What is needed
Search the records below for "compass" and copy every line it turns up in.

+++ Material for the task

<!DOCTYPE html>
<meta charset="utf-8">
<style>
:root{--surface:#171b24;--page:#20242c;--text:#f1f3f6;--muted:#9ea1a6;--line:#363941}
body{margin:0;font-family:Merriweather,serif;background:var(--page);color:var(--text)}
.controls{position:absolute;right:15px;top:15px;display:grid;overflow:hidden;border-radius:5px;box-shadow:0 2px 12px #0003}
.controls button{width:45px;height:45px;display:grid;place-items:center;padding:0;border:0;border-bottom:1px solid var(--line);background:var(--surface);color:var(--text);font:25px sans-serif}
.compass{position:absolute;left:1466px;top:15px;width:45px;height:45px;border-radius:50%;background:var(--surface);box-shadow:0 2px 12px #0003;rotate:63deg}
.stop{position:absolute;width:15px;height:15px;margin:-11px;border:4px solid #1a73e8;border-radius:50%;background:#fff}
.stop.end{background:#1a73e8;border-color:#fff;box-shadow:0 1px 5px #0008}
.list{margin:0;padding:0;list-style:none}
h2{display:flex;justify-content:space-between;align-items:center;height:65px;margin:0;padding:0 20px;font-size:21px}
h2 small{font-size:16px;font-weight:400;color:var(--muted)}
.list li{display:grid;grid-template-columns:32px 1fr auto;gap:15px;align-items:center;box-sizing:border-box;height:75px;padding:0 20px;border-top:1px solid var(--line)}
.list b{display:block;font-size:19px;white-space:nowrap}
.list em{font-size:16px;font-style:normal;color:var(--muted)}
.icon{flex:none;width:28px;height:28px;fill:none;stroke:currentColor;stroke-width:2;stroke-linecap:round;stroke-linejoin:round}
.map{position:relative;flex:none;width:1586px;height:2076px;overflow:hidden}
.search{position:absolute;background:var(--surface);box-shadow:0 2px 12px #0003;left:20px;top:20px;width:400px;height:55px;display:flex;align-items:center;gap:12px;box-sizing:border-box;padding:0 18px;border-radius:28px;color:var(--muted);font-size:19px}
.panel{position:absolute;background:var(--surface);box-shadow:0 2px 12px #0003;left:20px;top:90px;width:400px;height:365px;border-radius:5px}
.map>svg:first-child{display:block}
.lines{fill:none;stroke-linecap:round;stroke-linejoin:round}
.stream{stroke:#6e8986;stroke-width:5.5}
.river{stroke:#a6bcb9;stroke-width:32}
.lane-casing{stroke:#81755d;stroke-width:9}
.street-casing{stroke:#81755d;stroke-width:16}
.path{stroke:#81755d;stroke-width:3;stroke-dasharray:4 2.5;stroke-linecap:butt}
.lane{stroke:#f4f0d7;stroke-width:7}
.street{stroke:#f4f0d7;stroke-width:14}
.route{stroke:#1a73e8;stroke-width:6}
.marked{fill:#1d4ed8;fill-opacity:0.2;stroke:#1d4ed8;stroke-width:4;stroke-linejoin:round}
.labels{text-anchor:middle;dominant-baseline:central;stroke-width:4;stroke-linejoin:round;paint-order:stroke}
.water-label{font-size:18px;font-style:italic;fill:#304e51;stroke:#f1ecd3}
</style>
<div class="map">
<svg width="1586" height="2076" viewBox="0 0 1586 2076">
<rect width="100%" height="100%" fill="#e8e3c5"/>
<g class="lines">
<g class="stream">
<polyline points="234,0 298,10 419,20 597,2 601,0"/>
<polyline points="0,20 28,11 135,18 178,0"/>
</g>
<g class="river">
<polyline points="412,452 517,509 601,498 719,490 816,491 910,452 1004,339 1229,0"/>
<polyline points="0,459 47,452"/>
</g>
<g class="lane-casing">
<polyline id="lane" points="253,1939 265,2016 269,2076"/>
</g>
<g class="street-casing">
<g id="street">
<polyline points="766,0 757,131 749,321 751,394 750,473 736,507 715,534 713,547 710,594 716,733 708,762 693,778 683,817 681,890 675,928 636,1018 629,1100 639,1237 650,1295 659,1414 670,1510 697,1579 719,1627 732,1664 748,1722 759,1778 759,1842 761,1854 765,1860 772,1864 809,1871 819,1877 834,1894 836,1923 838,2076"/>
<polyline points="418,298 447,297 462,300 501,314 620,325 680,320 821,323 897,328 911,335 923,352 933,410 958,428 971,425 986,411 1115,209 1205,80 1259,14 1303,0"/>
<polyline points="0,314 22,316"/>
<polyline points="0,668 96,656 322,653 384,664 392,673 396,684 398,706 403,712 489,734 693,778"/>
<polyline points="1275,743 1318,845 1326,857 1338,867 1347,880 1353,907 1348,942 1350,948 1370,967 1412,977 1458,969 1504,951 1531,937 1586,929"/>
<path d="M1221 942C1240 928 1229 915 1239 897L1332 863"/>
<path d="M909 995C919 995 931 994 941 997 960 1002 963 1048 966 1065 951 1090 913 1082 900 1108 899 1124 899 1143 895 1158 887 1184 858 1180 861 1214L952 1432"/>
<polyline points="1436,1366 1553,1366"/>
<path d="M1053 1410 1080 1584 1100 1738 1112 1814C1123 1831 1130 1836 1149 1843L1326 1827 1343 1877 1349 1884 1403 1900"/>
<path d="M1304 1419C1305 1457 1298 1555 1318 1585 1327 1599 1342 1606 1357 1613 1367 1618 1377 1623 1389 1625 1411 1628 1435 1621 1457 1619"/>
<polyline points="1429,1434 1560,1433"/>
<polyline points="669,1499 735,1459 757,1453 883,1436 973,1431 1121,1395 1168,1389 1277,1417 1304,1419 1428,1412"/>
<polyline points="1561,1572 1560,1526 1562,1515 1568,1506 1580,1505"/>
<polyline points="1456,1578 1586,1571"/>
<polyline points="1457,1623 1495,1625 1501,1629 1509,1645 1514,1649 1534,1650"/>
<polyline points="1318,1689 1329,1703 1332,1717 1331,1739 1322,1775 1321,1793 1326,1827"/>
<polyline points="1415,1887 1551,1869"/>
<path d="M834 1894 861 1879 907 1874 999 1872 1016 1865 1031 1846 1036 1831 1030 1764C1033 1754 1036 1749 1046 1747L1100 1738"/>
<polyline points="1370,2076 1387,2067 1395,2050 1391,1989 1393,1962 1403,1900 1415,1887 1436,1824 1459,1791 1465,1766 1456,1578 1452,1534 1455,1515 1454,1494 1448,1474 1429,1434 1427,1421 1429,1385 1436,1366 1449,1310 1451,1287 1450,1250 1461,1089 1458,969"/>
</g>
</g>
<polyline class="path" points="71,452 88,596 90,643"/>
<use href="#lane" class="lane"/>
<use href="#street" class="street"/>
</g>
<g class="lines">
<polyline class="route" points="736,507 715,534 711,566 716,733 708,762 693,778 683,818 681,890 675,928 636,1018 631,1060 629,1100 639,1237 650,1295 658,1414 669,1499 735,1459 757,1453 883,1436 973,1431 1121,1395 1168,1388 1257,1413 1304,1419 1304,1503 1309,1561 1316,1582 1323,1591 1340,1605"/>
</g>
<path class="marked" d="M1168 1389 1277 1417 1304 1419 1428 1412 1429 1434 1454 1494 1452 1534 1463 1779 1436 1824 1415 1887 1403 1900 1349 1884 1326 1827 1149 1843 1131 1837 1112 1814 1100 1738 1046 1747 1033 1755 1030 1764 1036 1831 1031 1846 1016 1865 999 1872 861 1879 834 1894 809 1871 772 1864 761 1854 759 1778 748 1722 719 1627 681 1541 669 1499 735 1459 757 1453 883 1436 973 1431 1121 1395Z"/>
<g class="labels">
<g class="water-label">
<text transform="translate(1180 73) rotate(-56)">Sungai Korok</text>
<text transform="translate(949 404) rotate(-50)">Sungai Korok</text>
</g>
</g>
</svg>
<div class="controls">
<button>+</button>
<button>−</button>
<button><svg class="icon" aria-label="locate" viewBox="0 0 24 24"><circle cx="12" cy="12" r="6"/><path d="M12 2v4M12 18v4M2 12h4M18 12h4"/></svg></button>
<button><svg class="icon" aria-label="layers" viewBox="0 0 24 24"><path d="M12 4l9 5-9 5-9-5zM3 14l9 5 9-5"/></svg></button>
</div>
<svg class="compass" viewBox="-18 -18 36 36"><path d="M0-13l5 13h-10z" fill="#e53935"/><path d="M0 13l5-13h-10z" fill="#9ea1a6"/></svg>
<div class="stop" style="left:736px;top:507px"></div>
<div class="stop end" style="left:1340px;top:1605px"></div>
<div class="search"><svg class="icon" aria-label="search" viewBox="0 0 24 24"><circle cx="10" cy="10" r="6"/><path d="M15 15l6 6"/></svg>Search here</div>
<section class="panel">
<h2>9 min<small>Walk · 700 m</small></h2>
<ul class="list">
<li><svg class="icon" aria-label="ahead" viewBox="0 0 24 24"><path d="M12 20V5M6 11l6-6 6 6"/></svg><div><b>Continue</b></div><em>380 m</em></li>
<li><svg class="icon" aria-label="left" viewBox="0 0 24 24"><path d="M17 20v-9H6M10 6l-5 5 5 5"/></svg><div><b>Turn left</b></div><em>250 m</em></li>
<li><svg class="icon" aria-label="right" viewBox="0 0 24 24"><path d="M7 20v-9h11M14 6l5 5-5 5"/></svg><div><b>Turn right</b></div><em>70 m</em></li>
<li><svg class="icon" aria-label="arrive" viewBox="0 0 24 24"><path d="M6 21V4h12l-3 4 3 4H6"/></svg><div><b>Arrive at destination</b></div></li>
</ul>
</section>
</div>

++++++
+++ Material for the task

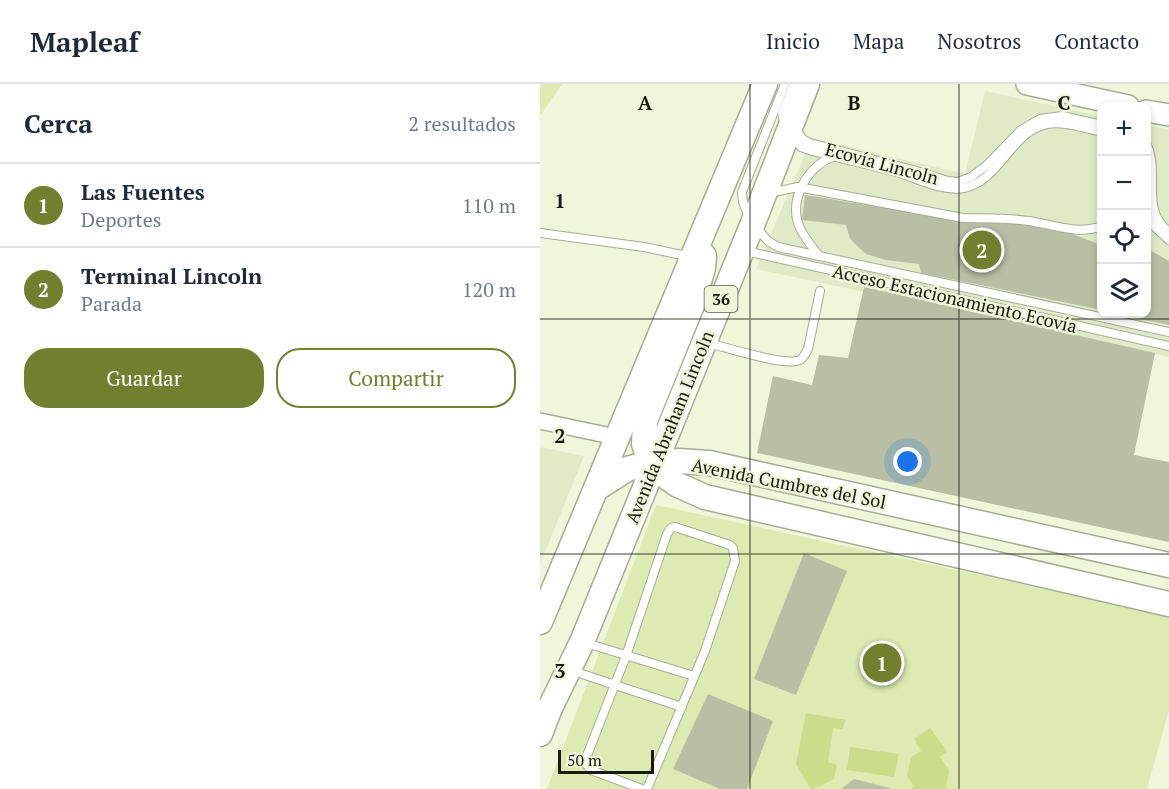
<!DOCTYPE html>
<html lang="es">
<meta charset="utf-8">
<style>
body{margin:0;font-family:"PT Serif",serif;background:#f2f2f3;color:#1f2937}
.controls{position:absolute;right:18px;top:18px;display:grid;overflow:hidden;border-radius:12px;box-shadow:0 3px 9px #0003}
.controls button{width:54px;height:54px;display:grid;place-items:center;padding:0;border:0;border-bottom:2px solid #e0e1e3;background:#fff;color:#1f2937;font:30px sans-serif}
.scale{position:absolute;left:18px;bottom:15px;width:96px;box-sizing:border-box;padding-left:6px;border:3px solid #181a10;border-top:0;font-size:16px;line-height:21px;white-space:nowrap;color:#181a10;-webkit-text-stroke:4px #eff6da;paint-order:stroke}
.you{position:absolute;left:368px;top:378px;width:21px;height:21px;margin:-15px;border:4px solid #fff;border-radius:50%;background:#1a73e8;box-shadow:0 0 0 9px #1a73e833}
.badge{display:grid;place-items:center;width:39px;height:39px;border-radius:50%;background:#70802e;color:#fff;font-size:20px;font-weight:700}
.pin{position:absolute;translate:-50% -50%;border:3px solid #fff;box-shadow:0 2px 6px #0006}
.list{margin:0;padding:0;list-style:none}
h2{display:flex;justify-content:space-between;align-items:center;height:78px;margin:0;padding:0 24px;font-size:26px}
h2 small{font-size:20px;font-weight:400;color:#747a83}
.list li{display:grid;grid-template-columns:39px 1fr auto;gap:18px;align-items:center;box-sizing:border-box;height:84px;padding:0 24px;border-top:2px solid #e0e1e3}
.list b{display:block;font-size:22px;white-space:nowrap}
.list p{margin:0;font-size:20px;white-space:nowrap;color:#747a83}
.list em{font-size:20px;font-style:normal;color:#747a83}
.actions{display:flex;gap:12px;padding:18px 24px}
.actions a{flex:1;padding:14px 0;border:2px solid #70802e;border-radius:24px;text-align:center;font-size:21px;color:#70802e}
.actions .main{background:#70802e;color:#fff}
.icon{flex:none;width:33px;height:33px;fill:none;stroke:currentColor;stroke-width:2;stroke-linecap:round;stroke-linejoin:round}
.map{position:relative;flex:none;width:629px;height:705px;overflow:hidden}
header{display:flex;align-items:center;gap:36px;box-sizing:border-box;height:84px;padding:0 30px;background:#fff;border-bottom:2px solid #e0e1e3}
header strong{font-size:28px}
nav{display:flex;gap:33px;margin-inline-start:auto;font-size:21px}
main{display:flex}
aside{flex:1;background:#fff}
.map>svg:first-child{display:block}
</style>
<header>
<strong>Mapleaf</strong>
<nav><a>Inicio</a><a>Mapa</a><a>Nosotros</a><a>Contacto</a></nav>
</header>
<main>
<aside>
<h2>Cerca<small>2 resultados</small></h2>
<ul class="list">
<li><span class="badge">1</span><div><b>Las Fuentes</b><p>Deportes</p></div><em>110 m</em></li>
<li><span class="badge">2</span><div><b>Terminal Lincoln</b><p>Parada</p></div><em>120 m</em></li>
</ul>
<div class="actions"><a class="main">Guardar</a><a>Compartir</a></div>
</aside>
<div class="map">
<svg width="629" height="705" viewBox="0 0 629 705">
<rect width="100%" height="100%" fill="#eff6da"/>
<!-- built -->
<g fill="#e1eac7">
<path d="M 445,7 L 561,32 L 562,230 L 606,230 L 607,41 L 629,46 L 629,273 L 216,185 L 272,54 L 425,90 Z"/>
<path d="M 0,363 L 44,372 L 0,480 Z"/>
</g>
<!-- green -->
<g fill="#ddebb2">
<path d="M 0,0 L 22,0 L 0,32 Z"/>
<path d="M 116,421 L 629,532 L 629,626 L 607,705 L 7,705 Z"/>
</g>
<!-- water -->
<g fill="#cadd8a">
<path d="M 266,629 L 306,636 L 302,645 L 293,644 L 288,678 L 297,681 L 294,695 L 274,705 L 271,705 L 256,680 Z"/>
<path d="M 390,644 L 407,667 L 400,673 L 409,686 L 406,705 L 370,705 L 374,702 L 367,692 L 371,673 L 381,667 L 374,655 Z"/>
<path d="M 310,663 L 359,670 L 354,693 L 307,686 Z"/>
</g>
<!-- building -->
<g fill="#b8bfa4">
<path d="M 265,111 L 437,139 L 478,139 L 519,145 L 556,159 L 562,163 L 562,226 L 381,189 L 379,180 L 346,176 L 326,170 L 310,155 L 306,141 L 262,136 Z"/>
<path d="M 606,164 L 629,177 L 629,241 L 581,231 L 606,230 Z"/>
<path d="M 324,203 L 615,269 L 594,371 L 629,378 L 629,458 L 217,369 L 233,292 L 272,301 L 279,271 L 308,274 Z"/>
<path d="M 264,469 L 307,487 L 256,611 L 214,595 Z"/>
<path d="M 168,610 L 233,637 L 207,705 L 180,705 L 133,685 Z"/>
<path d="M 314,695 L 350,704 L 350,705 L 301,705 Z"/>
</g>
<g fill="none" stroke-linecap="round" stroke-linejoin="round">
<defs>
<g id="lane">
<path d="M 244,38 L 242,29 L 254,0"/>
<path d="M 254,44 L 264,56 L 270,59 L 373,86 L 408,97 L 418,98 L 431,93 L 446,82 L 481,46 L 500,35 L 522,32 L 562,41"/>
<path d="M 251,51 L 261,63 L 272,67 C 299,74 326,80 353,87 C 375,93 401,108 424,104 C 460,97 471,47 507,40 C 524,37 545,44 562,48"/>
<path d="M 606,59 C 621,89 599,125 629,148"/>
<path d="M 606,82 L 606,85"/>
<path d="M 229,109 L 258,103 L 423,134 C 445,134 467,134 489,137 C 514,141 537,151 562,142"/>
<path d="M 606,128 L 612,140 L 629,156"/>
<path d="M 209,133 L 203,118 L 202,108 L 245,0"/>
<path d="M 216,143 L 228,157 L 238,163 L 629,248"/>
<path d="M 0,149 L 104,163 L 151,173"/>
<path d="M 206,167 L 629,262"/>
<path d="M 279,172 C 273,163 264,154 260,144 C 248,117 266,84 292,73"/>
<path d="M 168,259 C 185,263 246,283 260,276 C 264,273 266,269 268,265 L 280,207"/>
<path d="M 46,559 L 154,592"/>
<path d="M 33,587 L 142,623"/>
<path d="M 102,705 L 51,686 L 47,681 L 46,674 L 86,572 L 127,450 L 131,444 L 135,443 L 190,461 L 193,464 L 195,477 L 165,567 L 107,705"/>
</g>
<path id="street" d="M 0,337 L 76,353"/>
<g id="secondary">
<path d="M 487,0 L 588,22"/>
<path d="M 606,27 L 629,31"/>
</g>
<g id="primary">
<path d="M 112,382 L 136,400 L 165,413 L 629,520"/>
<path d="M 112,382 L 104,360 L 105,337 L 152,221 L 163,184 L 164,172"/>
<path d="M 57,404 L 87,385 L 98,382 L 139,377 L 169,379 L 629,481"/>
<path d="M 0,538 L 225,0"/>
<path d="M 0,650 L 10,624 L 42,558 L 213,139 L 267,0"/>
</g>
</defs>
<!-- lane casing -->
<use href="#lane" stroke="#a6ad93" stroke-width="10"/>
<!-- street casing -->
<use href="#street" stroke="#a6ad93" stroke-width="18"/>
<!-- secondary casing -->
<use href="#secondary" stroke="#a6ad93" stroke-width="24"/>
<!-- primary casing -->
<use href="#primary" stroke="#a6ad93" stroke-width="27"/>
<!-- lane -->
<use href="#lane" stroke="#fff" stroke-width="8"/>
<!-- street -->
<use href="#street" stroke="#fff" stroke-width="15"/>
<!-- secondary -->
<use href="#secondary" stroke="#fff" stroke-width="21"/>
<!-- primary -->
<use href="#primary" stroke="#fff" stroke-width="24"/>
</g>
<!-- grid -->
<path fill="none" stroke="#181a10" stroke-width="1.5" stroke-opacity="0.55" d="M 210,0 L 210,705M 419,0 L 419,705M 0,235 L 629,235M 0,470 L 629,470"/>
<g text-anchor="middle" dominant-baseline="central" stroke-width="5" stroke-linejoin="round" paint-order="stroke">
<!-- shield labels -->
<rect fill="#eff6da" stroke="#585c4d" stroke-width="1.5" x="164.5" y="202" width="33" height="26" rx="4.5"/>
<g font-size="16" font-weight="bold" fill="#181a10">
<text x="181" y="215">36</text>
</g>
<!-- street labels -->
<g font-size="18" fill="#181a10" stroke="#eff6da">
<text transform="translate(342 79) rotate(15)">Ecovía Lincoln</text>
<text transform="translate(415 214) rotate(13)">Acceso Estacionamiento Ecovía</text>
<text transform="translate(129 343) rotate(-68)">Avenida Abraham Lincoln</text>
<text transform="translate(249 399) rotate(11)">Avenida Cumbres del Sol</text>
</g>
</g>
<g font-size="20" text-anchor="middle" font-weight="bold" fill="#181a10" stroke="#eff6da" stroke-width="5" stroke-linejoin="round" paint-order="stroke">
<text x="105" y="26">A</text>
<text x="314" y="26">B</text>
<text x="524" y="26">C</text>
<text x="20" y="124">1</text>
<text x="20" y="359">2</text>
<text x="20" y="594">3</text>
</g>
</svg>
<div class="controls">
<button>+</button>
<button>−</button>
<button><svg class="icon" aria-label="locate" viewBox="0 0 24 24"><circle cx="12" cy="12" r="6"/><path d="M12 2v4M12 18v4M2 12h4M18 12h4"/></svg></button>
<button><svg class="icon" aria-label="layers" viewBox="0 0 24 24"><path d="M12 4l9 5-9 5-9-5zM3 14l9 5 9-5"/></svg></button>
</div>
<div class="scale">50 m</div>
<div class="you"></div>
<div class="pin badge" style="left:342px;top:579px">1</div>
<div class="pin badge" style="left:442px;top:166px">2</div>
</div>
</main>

++++++

Response box
.compass{position:absolute;left:1466px;top:15px;width:45px;height:45px;border-radius:50%;background:var(--surface);box-shadow:0 2px 12px #0003;rotate:63deg}
<svg class="compass" viewBox="-18 -18 36 36"><path d="M0-13l5 13h-10z" fill="#e53935"/><path d="M0 13l5-13h-10z" fill="#9ea1a6"/></svg>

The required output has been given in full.